*** EXERCISE MATERIAL ***
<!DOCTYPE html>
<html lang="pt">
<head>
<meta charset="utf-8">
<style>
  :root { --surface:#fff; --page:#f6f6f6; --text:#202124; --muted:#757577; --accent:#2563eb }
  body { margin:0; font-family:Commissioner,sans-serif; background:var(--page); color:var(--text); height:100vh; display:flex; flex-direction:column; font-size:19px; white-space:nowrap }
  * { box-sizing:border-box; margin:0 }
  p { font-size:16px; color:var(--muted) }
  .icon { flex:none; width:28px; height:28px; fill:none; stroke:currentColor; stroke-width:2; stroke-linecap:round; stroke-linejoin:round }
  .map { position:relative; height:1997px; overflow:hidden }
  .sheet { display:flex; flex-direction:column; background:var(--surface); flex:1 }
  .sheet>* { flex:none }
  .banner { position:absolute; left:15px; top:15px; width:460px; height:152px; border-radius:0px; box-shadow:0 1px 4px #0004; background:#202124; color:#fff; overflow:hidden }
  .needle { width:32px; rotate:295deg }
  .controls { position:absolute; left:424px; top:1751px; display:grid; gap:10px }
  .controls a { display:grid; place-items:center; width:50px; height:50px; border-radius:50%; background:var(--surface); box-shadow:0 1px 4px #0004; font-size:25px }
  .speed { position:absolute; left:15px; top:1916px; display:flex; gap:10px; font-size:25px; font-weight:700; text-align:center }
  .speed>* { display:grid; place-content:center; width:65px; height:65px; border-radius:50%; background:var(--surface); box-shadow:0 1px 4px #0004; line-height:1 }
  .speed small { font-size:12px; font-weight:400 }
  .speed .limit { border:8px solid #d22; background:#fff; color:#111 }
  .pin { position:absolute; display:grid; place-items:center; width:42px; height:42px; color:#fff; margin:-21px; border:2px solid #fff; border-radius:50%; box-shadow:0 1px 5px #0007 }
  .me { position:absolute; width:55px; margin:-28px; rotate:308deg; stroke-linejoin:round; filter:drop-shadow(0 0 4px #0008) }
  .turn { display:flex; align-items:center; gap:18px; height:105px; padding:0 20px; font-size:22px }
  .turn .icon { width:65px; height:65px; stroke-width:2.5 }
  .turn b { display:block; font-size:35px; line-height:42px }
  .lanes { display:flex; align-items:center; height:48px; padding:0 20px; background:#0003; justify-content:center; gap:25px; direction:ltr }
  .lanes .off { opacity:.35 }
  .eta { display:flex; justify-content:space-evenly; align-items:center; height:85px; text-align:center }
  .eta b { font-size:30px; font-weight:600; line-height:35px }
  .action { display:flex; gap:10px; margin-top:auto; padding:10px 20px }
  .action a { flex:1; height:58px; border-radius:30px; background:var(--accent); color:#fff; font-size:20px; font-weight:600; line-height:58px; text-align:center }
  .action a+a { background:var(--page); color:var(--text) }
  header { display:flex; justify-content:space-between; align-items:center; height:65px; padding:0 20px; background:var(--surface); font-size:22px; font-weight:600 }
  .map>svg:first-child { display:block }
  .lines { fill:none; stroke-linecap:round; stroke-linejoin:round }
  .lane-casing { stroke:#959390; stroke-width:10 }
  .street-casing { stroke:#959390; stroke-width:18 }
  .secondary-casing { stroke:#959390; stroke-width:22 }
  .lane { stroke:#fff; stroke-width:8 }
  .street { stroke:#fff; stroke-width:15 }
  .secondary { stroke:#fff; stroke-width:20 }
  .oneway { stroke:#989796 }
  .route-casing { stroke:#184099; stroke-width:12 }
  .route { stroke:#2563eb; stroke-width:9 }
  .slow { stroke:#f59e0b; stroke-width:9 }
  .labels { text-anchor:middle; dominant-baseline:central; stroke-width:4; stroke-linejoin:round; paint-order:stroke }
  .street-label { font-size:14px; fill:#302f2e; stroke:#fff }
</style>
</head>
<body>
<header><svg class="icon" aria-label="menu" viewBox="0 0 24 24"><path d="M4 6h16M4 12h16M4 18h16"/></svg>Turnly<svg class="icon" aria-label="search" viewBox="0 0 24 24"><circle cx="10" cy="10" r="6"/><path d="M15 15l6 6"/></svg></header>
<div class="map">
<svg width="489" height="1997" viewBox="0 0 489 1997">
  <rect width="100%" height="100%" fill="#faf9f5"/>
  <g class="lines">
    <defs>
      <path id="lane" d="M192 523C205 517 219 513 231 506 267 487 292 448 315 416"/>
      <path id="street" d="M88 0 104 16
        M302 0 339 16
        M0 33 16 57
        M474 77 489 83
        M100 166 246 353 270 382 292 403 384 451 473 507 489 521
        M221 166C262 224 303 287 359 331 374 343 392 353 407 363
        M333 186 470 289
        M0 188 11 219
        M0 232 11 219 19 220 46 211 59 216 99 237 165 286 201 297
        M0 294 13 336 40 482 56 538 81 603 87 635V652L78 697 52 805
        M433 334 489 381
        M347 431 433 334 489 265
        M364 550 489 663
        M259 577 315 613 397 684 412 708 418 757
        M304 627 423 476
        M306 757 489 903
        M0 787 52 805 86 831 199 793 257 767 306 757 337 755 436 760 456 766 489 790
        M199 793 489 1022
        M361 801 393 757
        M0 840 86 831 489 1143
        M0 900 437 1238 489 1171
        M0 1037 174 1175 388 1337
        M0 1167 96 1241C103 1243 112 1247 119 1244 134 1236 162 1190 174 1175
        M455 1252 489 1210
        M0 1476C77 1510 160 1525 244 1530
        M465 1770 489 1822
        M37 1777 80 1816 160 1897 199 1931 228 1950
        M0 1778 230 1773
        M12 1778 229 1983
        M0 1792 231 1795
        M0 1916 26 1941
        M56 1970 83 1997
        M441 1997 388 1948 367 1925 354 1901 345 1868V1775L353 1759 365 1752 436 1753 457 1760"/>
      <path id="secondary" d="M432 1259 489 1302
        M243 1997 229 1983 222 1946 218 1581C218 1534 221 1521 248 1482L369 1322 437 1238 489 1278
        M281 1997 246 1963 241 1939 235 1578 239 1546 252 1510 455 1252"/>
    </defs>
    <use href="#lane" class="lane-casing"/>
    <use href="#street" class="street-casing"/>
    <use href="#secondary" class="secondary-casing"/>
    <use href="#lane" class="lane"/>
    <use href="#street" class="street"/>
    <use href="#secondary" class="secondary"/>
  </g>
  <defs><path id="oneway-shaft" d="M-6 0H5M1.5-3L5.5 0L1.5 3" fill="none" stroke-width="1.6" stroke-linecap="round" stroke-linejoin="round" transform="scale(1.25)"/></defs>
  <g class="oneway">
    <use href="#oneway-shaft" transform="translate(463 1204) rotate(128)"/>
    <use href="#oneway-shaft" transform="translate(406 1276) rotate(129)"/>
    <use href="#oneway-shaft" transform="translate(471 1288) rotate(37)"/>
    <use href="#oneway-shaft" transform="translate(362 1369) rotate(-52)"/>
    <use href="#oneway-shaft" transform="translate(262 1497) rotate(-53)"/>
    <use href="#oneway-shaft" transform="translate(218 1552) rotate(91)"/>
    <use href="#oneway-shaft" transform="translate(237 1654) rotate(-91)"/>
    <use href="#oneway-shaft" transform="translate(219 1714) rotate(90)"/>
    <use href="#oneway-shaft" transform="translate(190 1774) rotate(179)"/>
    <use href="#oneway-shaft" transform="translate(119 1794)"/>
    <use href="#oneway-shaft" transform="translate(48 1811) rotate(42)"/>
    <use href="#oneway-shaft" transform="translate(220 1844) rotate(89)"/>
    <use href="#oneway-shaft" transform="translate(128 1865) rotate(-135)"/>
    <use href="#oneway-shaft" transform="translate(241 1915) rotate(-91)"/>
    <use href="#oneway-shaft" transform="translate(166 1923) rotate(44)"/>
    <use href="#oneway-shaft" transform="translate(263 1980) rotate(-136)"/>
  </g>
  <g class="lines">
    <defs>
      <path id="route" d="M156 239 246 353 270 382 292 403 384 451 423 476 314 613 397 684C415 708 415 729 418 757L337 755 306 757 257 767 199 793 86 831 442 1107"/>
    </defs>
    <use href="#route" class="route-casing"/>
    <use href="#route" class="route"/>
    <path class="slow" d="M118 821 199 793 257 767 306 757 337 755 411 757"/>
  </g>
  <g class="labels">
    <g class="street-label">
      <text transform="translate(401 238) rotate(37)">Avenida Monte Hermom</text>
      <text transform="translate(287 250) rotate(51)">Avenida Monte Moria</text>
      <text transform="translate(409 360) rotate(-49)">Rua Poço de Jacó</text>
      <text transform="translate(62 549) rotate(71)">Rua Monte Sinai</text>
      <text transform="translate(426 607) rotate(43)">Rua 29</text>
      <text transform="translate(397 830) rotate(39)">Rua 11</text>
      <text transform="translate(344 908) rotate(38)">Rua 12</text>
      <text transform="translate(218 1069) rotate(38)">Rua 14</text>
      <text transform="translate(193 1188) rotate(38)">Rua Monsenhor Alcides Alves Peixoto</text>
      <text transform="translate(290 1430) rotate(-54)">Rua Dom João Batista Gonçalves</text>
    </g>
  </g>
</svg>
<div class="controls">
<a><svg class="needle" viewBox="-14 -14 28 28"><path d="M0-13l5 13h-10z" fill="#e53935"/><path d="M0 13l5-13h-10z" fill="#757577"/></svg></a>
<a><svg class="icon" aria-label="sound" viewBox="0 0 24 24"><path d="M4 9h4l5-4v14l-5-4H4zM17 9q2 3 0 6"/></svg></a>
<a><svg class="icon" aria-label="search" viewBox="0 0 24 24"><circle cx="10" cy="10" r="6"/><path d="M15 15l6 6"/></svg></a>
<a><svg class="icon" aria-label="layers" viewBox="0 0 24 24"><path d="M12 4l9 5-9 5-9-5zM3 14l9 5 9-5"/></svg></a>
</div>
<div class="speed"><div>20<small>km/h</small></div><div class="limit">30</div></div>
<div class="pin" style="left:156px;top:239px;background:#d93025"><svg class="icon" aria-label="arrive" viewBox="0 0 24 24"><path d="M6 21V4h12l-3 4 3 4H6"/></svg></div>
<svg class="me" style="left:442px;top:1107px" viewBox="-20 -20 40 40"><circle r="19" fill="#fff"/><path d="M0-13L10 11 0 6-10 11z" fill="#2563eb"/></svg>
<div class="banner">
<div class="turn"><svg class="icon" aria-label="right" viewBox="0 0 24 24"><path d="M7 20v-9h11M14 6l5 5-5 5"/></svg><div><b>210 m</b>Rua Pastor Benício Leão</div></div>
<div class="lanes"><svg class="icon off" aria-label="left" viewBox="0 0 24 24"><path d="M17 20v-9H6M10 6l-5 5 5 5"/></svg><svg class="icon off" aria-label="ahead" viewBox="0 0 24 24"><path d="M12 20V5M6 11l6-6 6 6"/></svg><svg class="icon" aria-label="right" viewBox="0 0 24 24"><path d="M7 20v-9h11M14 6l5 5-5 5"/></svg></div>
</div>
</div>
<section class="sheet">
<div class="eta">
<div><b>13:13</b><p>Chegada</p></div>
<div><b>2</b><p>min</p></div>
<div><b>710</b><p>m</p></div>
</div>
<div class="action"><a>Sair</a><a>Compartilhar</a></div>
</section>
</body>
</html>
***
From the opening line of the data above, please print each line as written up to and including the line that contains "--surface:#fff; --page:#f6f6f6; --text:#202124;", and nothing more.

<!DOCTYPE html>
<html lang="pt">
<head>
<meta charset="utf-8">
<style>
  :root { --surface:#fff; --page:#f6f6f6; --text:#202124; --muted:#757577; --accent:#2563eb }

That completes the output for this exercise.